## ABOUT THIS TASK
Write out, without any change, the lines in the material below that run from the line with "Parse this street" through the line with "Instruction: Give me", both included.

Content starts

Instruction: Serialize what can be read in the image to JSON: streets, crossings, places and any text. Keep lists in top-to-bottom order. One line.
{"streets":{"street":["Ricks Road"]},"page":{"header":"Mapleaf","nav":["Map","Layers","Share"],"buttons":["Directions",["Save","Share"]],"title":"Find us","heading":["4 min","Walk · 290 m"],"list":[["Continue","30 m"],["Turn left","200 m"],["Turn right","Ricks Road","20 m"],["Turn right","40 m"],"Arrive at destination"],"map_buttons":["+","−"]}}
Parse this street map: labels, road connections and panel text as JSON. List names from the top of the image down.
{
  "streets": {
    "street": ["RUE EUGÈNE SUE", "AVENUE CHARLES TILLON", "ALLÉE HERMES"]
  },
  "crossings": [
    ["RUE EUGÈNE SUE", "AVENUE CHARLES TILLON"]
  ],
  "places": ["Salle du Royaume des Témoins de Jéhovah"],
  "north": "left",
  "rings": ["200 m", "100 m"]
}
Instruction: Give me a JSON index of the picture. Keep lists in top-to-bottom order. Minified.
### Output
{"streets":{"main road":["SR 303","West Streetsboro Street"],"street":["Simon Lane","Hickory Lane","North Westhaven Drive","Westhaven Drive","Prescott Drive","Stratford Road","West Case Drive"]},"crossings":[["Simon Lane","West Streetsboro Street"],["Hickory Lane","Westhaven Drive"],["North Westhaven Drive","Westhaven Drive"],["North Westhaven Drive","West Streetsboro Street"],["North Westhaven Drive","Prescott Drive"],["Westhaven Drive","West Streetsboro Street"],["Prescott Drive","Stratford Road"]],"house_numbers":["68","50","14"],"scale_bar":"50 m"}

Content ends

## RESULT OF THIS EXERCISE
Parse this street map: labels, road connections and panel text as JSON. List names from the top of the image down.
{
  "streets": {
    "street": ["RUE EUGÈNE SUE", "AVENUE CHARLES TILLON", "ALLÉE HERMES"]
  },
  "crossings": [
    ["RUE EUGÈNE SUE", "AVENUE CHARLES TILLON"]
  ],
  "places": ["Salle du Royaume des Témoins de Jéhovah"],
  "north": "left",
  "rings": ["200 m", "100 m"]
}
Instruction: Give me a JSON index of the picture. Keep lists in top-to-bottom order. Minified.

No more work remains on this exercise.